### Task to carry out
Using the data below, return all lines in which "white" appears.

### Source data
-.-.-

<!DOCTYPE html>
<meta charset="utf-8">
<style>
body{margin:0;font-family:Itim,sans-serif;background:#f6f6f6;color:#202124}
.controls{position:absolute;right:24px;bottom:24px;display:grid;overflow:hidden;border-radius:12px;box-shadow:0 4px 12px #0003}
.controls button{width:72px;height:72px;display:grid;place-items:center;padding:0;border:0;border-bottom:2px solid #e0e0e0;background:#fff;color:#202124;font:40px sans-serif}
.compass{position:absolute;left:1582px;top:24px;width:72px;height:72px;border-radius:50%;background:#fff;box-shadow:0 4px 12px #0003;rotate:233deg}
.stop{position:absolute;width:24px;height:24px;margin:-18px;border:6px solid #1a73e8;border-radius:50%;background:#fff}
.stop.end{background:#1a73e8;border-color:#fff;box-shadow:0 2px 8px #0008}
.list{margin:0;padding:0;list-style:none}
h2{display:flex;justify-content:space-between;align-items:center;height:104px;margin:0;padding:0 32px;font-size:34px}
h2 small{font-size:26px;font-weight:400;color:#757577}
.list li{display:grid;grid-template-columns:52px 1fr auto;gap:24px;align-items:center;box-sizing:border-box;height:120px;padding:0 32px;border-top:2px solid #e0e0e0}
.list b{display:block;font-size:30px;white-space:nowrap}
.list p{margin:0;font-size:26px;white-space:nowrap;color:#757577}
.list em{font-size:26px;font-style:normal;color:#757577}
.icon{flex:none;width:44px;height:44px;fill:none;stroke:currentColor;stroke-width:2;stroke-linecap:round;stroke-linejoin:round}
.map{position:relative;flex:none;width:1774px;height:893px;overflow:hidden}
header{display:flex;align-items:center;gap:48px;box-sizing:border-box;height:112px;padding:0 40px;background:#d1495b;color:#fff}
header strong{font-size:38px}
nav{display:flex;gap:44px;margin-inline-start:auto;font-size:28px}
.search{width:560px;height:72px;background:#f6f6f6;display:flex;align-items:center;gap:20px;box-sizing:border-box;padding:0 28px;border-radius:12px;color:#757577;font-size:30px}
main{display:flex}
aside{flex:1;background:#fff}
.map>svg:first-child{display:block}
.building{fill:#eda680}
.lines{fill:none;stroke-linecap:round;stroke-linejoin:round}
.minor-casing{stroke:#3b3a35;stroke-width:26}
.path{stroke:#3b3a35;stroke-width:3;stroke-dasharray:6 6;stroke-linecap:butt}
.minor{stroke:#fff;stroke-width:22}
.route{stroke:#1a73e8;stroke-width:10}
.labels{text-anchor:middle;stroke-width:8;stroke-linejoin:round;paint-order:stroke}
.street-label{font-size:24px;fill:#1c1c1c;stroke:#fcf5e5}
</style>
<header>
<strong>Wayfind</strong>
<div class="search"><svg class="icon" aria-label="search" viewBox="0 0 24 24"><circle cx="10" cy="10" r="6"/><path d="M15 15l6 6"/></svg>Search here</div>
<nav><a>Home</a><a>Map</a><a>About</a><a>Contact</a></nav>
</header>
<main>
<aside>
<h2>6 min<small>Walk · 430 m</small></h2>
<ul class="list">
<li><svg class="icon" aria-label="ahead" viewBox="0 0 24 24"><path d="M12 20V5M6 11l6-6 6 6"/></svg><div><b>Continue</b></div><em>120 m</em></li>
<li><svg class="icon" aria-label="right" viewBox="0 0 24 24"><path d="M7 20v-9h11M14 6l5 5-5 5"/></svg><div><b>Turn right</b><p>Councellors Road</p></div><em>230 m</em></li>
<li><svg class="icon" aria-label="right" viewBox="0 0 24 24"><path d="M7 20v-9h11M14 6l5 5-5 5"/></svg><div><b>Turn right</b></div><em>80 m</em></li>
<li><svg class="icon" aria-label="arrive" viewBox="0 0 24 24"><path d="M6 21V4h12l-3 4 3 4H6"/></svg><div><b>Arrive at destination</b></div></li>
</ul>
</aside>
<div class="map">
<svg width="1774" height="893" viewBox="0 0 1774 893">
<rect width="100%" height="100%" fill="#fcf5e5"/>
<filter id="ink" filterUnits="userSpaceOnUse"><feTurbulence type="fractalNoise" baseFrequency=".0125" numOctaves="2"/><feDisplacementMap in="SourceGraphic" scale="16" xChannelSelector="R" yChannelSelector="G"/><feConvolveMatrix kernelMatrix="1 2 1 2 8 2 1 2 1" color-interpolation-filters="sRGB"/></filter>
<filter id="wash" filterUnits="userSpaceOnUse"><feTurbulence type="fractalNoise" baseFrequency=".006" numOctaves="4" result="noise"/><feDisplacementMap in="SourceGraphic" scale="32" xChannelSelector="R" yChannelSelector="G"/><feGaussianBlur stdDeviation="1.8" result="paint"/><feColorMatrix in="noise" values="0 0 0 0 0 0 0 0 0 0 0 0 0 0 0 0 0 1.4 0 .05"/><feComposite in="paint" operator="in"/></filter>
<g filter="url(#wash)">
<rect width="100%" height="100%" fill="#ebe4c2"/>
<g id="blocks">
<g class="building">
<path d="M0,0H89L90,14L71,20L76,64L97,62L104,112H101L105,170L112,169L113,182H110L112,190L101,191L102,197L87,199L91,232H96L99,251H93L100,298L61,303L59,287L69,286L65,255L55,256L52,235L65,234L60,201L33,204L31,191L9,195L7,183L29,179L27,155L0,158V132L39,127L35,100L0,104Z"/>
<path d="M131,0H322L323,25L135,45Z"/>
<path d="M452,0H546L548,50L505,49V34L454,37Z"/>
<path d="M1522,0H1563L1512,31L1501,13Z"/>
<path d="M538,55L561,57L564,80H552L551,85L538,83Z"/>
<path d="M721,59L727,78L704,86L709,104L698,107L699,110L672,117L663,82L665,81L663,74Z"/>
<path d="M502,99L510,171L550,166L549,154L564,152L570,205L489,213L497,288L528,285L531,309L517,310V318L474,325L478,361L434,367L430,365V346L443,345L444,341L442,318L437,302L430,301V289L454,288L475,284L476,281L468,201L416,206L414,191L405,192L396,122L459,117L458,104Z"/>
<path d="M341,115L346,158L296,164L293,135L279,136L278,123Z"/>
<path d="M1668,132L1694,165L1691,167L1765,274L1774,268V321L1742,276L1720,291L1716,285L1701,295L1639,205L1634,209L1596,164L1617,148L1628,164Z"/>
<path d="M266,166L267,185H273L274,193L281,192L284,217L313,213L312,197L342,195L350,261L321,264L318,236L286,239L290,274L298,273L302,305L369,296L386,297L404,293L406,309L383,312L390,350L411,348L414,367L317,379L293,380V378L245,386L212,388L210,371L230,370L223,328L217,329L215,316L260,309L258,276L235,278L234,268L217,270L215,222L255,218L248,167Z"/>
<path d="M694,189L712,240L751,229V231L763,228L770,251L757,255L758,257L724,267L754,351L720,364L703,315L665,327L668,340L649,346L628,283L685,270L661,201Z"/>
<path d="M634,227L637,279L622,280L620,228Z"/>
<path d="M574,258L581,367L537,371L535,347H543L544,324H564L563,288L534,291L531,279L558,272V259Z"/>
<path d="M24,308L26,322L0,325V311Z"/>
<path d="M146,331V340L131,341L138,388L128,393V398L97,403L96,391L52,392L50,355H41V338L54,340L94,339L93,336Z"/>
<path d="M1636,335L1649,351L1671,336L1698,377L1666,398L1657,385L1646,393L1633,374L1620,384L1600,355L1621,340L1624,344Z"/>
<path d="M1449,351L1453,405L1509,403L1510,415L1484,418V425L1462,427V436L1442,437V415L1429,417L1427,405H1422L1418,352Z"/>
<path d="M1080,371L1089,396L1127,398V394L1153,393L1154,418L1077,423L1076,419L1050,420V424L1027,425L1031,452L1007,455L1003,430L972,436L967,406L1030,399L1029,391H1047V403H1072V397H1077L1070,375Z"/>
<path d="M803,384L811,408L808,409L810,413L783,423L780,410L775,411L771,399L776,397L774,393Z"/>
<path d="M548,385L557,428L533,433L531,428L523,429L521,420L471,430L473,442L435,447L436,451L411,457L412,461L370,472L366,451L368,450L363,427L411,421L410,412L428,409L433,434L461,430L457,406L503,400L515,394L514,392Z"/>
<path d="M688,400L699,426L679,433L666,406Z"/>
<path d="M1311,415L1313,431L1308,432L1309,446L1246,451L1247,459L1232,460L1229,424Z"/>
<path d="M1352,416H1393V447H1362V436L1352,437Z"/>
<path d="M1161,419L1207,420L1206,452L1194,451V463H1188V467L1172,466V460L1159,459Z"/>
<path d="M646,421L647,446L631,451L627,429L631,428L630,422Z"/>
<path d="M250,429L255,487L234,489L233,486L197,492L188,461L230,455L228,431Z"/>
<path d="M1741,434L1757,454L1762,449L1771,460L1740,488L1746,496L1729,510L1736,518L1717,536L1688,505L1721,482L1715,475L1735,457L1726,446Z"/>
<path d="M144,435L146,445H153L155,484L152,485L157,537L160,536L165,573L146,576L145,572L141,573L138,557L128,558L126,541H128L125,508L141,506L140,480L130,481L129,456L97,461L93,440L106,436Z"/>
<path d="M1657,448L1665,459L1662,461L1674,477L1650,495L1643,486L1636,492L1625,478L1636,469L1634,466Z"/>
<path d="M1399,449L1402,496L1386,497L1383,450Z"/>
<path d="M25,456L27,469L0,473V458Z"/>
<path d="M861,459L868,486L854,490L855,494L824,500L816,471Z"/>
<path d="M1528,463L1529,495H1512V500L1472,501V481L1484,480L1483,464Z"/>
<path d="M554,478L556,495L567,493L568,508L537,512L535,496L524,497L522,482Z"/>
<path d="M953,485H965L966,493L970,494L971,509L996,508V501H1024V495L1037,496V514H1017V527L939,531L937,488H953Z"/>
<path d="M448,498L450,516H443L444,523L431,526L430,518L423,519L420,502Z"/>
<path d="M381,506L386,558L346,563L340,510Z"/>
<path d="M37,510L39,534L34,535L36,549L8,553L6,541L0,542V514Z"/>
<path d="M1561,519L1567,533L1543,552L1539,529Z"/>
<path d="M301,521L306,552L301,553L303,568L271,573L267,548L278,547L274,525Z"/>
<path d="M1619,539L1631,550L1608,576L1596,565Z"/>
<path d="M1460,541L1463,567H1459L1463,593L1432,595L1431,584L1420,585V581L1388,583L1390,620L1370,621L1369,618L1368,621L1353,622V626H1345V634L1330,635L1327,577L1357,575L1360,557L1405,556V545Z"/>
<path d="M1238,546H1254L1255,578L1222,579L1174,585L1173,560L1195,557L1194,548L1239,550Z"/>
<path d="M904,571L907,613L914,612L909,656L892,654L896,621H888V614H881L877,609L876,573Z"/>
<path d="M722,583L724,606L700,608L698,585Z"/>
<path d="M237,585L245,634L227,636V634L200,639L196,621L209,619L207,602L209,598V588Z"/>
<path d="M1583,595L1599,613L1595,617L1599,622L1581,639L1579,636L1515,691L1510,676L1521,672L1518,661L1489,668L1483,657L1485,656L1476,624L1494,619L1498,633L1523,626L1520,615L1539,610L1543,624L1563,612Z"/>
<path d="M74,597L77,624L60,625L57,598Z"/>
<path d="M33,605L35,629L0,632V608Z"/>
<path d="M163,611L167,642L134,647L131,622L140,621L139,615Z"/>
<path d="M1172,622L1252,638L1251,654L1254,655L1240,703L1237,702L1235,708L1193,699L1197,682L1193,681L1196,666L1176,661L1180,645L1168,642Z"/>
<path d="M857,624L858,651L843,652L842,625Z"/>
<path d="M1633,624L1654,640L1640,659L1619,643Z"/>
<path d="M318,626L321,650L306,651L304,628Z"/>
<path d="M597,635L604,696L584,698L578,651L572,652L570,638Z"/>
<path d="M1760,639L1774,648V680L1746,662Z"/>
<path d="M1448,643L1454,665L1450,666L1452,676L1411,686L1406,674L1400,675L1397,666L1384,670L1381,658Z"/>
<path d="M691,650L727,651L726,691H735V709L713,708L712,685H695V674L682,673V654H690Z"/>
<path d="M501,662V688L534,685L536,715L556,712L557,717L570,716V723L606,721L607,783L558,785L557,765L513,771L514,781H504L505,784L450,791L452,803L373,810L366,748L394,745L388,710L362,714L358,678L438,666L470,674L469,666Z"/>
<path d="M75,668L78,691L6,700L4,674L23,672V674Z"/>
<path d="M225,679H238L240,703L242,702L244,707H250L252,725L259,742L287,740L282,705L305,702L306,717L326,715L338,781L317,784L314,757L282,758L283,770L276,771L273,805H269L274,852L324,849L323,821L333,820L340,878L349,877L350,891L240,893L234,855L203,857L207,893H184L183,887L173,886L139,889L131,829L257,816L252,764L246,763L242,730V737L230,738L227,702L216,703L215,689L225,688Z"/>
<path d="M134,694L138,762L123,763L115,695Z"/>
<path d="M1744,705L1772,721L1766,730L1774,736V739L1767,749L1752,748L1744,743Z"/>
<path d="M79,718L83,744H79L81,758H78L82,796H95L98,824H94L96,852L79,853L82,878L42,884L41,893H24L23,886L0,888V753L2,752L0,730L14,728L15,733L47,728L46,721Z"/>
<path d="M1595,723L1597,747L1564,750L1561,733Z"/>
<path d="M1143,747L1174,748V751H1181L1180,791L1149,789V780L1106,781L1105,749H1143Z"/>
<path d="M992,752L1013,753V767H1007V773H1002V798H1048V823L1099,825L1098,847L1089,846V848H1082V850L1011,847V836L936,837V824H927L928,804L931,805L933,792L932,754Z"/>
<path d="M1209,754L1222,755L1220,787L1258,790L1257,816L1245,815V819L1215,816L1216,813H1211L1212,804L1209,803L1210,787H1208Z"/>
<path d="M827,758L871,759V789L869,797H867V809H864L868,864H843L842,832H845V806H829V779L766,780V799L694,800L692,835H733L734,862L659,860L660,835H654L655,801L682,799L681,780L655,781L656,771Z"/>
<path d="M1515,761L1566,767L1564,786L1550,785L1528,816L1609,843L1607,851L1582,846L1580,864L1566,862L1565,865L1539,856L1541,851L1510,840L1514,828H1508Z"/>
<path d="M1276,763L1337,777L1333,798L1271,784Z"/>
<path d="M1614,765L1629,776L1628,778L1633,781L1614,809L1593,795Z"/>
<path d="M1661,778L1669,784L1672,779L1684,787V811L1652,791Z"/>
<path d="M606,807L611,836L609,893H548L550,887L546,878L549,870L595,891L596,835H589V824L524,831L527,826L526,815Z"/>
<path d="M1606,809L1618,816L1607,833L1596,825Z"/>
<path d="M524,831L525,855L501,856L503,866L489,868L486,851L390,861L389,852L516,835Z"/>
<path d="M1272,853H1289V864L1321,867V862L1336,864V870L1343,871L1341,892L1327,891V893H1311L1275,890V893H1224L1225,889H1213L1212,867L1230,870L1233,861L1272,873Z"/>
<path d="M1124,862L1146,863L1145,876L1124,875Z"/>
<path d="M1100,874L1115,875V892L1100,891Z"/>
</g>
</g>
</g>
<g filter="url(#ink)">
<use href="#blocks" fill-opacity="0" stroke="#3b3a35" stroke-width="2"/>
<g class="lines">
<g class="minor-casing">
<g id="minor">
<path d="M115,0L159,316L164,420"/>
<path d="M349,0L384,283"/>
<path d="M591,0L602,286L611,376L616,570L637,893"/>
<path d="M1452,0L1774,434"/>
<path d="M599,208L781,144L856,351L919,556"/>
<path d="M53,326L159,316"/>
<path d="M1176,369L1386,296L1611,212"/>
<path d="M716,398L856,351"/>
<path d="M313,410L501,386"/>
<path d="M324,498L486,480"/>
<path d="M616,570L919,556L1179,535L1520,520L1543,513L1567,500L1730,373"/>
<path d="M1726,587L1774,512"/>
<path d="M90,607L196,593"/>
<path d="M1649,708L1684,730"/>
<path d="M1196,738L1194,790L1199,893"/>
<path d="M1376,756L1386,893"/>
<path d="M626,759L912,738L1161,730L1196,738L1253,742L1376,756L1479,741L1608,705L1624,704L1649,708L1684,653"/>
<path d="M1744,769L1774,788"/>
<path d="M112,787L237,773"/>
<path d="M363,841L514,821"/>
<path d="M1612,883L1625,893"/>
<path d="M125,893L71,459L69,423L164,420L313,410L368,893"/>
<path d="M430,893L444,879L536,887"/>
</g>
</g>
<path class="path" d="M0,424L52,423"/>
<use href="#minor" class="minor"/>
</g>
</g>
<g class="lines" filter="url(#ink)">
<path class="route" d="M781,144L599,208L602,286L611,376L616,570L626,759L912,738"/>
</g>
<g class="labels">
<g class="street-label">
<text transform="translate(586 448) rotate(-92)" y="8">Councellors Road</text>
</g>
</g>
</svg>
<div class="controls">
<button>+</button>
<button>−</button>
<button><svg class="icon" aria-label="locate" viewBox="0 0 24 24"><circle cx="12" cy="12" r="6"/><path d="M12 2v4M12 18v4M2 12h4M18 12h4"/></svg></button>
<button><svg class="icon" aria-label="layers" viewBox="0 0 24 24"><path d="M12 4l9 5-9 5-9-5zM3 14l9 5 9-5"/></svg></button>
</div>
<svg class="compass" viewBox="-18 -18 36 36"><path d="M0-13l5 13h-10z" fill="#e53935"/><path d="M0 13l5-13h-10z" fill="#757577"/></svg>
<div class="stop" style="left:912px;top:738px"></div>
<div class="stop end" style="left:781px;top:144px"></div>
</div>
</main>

-.-.-

### Your response
.list b{display:block;font-size:30px;white-space:nowrap}
.list p{margin:0;font-size:26px;white-space:nowrap;color:#757577}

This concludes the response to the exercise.